Under Part 6 of the Act the ACMA has registered industry codes addressing privacy issues such as the handling of personal information in the IPND and in e-marketing.

The Attorney-General’s Department is responsible for administering the TIA Act which prohibiting the interception of telecommunications except in accordance with it’s provisions.  The obligations placed on telecommunications carriers and CSPs by the Act to provide assistance to law enforcement agencies include facilitating lawful interception as stated above.

Disclosure of customer information under telecommunications legislation

Customer information provided to telecommunications carriers and CSPs is protected under Part 12 of the Act. Carriers and CSPs are prevented from disclosing this information to other parties except in certain limited circumstances. These circumstances generally relate to assisting in investigations by law enforcement or national security agencies, the ACMA, the Australian Competition and Consumer Commission (ACCC) or the Telecommunications Industry Ombudsman (TIO),  where there is an imminent threat to a person’s health or life, or a need to satisfy the business needs of other carriers and CSPs.

According to the ACMA in it’s Communications Report 2008-9, there were   332,774 disclosures made under Part 13 of the TA during this reporting period. In addition, 484,416 disclosures were made under the TIA for existing and prospective information to assist law enforcement agencies under ss177-180 of the TIA Act over the same period.  There are two types of disclosures. Certified disclosures authorise the disclosure of documents or customer information where an enforcement agency has certified in writing that it is required. Uncertified disclosures usually involve an informal request by an enforcement agency for the dislosure of customer information. Such requests don’t involve a certificate being provided but are accompanied by supporting documentation.

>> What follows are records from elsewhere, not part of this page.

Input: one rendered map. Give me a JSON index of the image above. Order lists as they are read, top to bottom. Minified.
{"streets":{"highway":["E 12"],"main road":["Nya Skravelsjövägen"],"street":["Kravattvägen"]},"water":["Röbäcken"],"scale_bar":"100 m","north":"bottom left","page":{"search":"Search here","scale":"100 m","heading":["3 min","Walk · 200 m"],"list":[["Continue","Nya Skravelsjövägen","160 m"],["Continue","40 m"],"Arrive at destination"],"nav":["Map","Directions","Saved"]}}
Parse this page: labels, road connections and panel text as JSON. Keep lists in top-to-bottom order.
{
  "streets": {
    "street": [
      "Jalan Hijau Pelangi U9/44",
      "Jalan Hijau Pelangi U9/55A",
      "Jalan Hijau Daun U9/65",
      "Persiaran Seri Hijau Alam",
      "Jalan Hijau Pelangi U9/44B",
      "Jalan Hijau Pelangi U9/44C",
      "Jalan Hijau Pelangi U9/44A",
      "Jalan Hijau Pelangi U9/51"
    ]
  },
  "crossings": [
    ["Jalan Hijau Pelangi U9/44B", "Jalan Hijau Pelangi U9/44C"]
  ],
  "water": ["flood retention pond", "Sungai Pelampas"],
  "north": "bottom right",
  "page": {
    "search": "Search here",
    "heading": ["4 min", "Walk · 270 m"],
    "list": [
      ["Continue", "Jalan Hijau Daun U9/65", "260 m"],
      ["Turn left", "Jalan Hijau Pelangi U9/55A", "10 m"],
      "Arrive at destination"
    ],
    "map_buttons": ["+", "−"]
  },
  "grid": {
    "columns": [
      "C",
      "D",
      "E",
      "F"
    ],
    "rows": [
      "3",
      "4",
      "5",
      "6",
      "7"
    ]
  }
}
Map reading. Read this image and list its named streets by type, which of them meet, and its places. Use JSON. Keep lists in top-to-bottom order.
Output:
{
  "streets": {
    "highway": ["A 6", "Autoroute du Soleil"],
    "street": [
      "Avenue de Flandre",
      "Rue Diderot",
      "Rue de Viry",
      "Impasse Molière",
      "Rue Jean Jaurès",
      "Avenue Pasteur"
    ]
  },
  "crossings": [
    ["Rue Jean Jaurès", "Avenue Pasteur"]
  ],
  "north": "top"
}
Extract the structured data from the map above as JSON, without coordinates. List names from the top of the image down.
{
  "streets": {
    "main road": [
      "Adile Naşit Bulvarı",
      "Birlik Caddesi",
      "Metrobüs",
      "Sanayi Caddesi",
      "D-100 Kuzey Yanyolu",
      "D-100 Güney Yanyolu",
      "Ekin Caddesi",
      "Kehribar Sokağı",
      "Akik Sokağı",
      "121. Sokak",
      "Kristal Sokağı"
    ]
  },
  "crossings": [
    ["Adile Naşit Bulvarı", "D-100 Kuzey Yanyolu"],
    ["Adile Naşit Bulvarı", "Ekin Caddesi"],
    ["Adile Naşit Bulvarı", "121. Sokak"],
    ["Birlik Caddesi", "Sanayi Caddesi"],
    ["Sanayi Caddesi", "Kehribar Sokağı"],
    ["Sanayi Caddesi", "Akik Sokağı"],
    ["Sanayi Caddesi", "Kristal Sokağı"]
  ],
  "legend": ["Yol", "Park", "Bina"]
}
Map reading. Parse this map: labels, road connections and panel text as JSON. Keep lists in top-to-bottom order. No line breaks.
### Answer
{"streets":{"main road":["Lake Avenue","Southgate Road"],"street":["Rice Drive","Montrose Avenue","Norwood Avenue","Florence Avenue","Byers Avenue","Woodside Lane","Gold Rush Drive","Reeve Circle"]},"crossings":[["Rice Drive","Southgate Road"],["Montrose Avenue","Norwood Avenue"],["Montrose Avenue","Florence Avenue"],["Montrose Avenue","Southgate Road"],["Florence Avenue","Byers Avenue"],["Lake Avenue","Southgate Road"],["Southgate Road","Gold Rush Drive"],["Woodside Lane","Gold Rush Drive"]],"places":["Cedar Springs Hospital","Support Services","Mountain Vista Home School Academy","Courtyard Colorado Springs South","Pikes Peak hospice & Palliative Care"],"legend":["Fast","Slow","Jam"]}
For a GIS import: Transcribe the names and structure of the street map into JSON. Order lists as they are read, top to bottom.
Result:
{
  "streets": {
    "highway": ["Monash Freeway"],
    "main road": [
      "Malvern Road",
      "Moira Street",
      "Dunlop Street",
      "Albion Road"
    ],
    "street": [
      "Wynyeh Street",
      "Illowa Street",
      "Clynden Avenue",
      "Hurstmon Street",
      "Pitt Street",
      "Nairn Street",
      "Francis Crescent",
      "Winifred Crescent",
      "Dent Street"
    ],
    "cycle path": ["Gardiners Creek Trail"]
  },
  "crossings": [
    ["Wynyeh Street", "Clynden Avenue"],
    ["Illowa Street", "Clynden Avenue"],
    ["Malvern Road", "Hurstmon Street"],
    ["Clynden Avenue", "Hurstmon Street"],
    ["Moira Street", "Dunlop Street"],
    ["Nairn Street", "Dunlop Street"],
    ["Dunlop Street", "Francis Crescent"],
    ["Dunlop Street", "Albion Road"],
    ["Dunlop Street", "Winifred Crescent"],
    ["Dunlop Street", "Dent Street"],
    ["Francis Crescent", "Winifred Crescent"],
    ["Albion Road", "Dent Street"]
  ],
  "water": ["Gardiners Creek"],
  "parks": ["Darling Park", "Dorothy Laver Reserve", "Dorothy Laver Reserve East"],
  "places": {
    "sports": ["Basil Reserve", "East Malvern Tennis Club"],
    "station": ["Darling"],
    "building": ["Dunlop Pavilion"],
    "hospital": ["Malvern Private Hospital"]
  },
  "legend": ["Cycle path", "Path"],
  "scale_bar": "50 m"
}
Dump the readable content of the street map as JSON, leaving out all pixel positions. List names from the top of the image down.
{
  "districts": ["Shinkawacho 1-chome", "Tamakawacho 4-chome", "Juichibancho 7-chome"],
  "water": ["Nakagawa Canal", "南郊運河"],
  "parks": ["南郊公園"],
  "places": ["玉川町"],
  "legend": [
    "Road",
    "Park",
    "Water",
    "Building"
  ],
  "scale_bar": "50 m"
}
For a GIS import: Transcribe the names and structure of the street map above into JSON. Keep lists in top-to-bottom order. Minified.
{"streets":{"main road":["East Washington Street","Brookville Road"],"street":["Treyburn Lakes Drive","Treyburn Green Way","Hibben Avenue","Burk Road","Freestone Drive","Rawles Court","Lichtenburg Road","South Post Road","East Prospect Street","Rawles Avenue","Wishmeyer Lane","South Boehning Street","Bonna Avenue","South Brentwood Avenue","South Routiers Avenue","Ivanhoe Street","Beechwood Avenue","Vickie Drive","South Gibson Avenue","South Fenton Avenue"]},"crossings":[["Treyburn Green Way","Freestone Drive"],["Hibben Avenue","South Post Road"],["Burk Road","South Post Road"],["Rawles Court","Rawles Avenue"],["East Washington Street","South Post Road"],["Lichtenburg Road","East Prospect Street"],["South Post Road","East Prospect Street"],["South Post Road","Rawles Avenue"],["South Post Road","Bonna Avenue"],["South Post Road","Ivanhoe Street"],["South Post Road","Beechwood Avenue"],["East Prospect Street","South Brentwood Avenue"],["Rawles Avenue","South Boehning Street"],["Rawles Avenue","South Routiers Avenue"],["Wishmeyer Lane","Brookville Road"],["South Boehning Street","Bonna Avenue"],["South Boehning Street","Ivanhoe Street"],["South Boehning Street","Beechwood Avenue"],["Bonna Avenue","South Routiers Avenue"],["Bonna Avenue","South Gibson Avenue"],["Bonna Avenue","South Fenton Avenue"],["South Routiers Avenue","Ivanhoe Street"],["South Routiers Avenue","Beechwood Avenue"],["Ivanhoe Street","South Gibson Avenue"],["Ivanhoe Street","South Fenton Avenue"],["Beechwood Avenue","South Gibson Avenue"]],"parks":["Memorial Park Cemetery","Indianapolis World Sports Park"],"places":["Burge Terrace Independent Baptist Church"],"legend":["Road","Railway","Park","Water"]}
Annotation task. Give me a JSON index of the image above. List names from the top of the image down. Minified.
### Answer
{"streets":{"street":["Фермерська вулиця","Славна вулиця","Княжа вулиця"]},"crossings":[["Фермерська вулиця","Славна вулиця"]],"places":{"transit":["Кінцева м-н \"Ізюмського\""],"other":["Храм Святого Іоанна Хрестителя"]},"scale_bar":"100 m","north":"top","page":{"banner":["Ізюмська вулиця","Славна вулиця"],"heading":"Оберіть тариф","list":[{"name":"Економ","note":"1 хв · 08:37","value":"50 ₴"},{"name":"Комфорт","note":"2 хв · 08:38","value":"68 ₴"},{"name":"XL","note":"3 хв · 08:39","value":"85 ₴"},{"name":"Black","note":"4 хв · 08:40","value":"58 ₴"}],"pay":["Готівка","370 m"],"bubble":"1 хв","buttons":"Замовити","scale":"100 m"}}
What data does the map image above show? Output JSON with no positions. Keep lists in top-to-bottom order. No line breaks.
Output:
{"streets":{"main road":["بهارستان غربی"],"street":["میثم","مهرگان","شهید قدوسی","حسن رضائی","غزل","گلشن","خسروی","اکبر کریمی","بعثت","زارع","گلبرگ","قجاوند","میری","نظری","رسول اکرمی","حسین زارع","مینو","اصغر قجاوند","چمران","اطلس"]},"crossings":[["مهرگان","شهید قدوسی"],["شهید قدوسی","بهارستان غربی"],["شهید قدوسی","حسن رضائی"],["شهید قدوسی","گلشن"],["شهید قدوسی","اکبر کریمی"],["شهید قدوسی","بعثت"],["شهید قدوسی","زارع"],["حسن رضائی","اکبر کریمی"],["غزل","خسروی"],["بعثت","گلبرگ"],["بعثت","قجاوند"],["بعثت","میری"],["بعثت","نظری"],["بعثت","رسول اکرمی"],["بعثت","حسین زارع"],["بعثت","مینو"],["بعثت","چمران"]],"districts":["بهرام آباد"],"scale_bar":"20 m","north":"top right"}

Ch5 of the TIA Act obliges carriers and CSPs to ensure their networks, facilities and carriage services are capable of enabling communications to be intercepted when presented with an interception warrant.  This obligation includes a requirement to develop, install and maintain the interception capability.  S314 sets out the terms and conditions under which carriers and CSPs are required to provide help to an agency. The telecommunications industry is generally permitted to recover the costs of providing assistance on the basis that it neither profits nor benefits from providing assistance.  Under s196 of the TIA  carriers and CSPs must lodge an interception capability plan by 1 July every year with the Communications Access Co-ordinator situated in the Attorney-General’s Department.


The following is a brief overview of some of the obligations deriving form the NPPs as they apply to the collection of information by website owners collecting information over the internet:-

1.  Only collect personal information which is necessary for your organisation to perform it’s functions, not personal information which you may believe could be beneficial to your organisation at a future point in time  (See NPP1.1) (‘collection limitation principle’)

2. Take reasonable steps to apprise individuals of the purpose for which you are collecting their information (see NPP1.3).  Do not use such information except for this purpose or a related purpose which an individual would reasonably expect you to use it for, unless you gain the customer’s explicit consent to do so.  (See NPP2)

3.  Take reasonable steps to keep personal information secure and  destroy it when  no   longer required (See NPP4)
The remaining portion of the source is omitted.